• **HOW TO COMPLETE THIS TASK**
Lines from the one with "Quick job: Extract" through the end of the listing below are to be retyped exactly.

-- PROVIDED DATA follows --

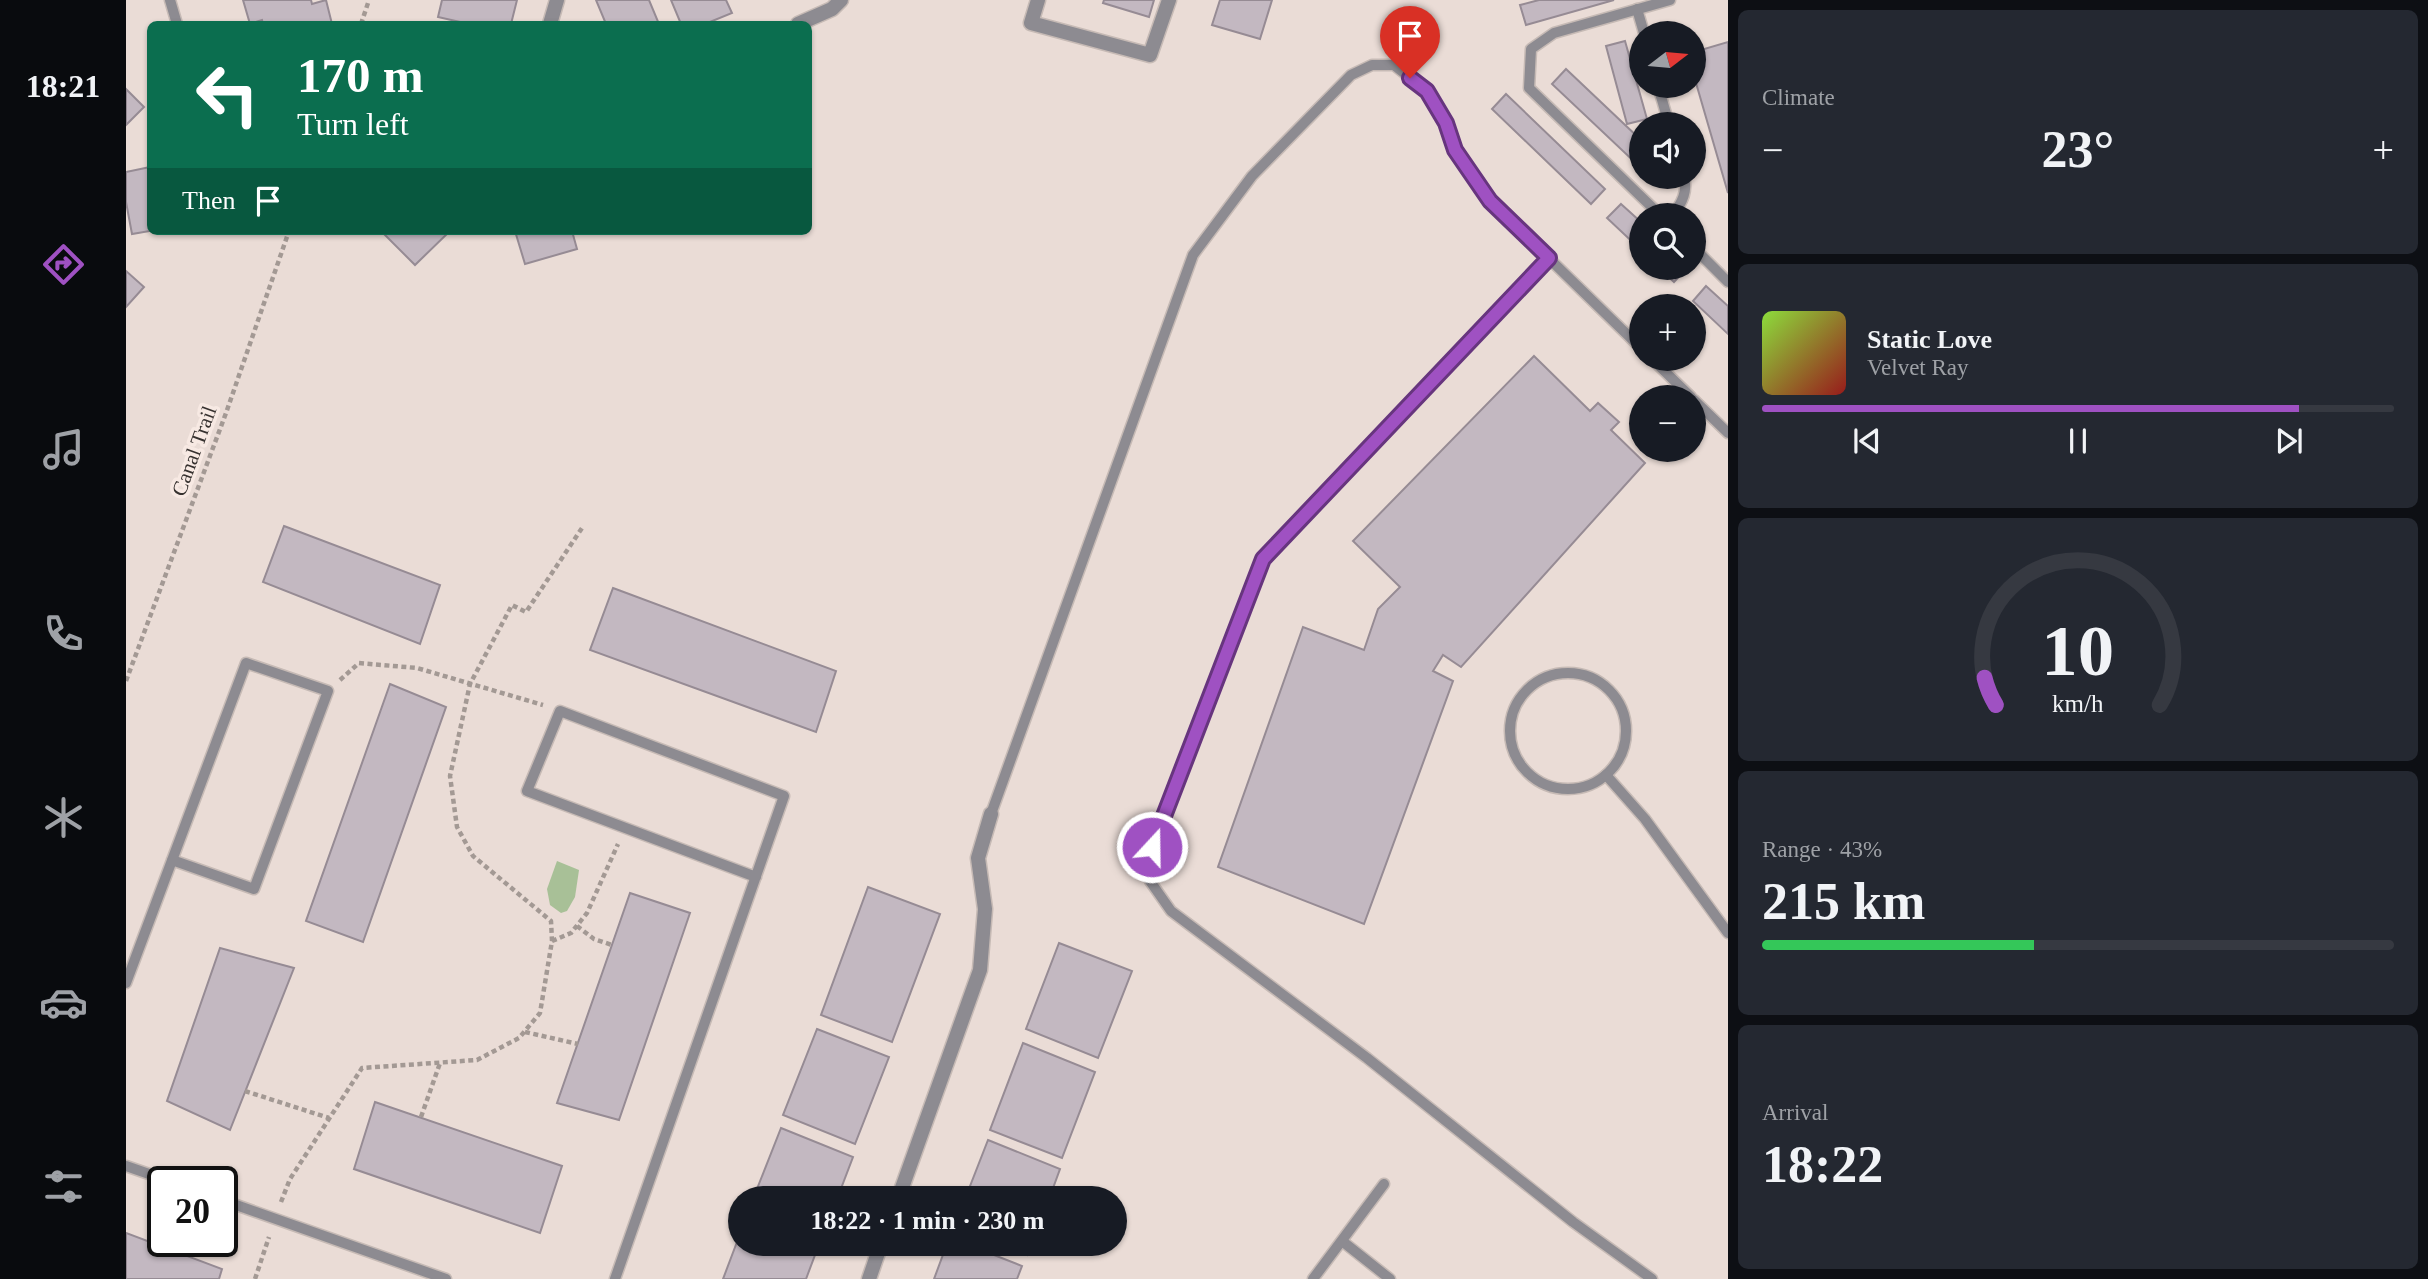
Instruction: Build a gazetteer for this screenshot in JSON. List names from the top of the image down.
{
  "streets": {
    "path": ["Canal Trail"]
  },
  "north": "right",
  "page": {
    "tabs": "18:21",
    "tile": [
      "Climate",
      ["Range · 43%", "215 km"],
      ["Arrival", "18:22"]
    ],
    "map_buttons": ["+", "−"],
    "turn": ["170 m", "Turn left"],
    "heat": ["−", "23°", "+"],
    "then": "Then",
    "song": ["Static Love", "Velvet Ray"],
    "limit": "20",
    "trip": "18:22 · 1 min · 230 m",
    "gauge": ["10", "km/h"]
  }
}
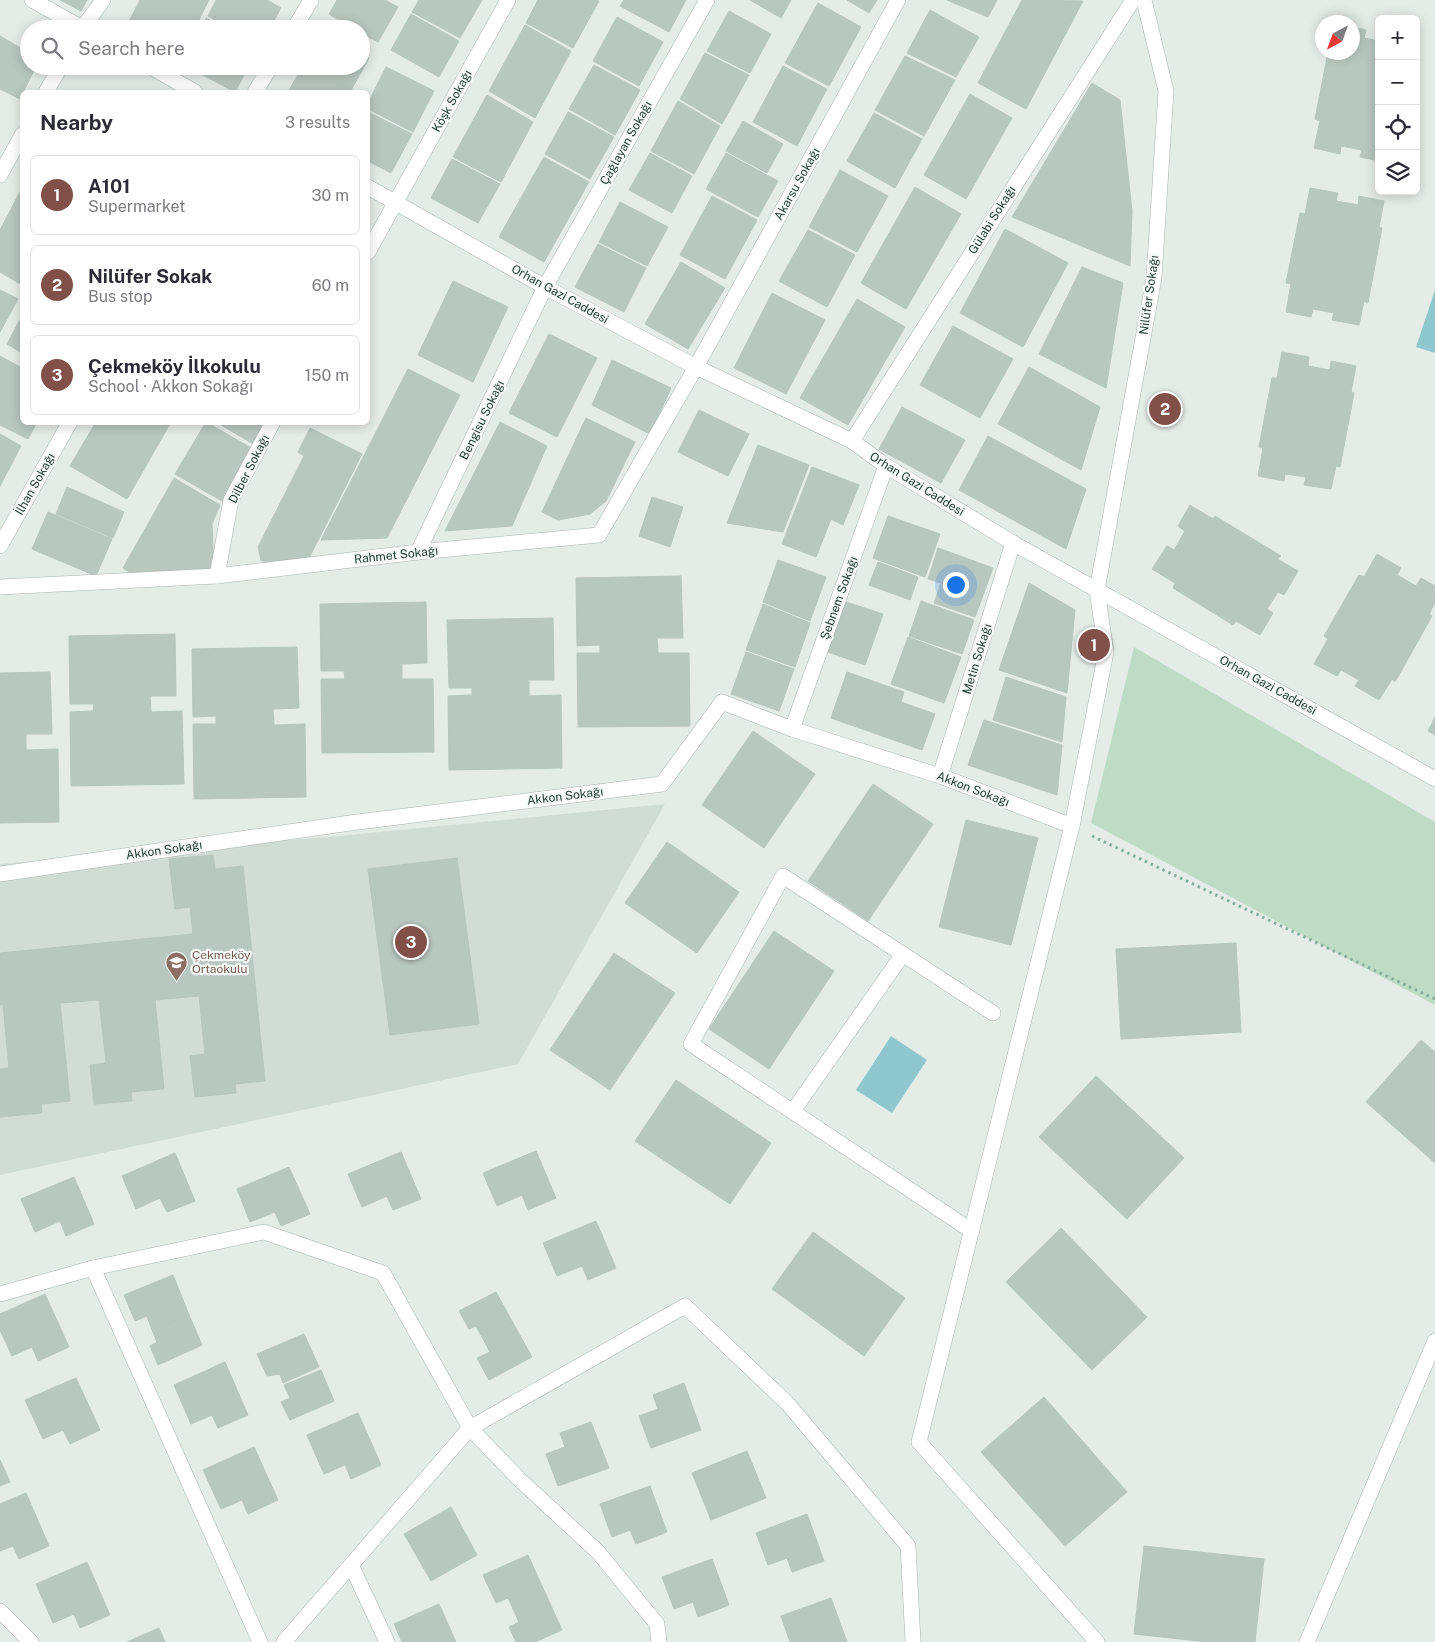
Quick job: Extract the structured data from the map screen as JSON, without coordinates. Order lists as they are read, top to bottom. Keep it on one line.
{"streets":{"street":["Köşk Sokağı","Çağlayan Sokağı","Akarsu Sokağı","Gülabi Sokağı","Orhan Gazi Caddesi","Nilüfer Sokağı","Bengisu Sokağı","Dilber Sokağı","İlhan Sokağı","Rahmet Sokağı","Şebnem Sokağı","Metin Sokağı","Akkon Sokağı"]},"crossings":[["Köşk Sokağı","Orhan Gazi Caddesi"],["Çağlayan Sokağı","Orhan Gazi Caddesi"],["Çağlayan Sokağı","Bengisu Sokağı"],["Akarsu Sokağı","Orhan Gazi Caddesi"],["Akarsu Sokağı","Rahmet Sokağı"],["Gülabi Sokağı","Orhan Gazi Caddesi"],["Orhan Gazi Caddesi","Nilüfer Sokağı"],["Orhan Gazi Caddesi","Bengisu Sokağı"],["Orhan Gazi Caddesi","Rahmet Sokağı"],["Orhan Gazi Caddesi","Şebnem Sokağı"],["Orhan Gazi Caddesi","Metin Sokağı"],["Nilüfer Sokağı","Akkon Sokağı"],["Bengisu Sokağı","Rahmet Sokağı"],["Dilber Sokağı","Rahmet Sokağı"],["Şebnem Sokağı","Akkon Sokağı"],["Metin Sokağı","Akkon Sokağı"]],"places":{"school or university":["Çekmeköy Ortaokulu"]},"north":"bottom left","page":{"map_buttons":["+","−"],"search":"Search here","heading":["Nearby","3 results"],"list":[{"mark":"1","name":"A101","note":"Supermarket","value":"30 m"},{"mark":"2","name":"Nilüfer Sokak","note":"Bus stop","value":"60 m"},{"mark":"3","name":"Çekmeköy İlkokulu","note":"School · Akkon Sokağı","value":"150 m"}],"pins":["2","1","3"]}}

-- PROVIDED DATA concluded --

• **REPLY**
Quick job: Extract the structured data from the map screen as JSON, without coordinates. Order lists as they are read, top to bottom. Keep it on one line.
{"streets":{"street":["Köşk Sokağı","Çağlayan Sokağı","Akarsu Sokağı","Gülabi Sokağı","Orhan Gazi Caddesi","Nilüfer Sokağı","Bengisu Sokağı","Dilber Sokağı","İlhan Sokağı","Rahmet Sokağı","Şebnem Sokağı","Metin Sokağı","Akkon Sokağı"]},"crossings":[["Köşk Sokağı","Orhan Gazi Caddesi"],["Çağlayan Sokağı","Orhan Gazi Caddesi"],["Çağlayan Sokağı","Bengisu Sokağı"],["Akarsu Sokağı","Orhan Gazi Caddesi"],["Akarsu Sokağı","Rahmet Sokağı"],["Gülabi Sokağı","Orhan Gazi Caddesi"],["Orhan Gazi Caddesi","Nilüfer Sokağı"],["Orhan Gazi Caddesi","Bengisu Sokağı"],["Orhan Gazi Caddesi","Rahmet Sokağı"],["Orhan Gazi Caddesi","Şebnem Sokağı"],["Orhan Gazi Caddesi","Metin Sokağı"],["Nilüfer Sokağı","Akkon Sokağı"],["Bengisu Sokağı","Rahmet Sokağı"],["Dilber Sokağı","Rahmet Sokağı"],["Şebnem Sokağı","Akkon Sokağı"],["Metin Sokağı","Akkon Sokağı"]],"places":{"school or university":["Çekmeköy Ortaokulu"]},"north":"bottom left","page":{"map_buttons":["+","−"],"search":"Search here","heading":["Nearby","3 results"],"list":[{"mark":"1","name":"A101","note":"Supermarket","value":"30 m"},{"mark":"2","name":"Nilüfer Sokak","note":"Bus stop","value":"60 m"},{"mark":"3","name":"Çekmeköy İlkokulu","note":"School · Akkon Sokağı","value":"150 m"}],"pins":["2","1","3"]}}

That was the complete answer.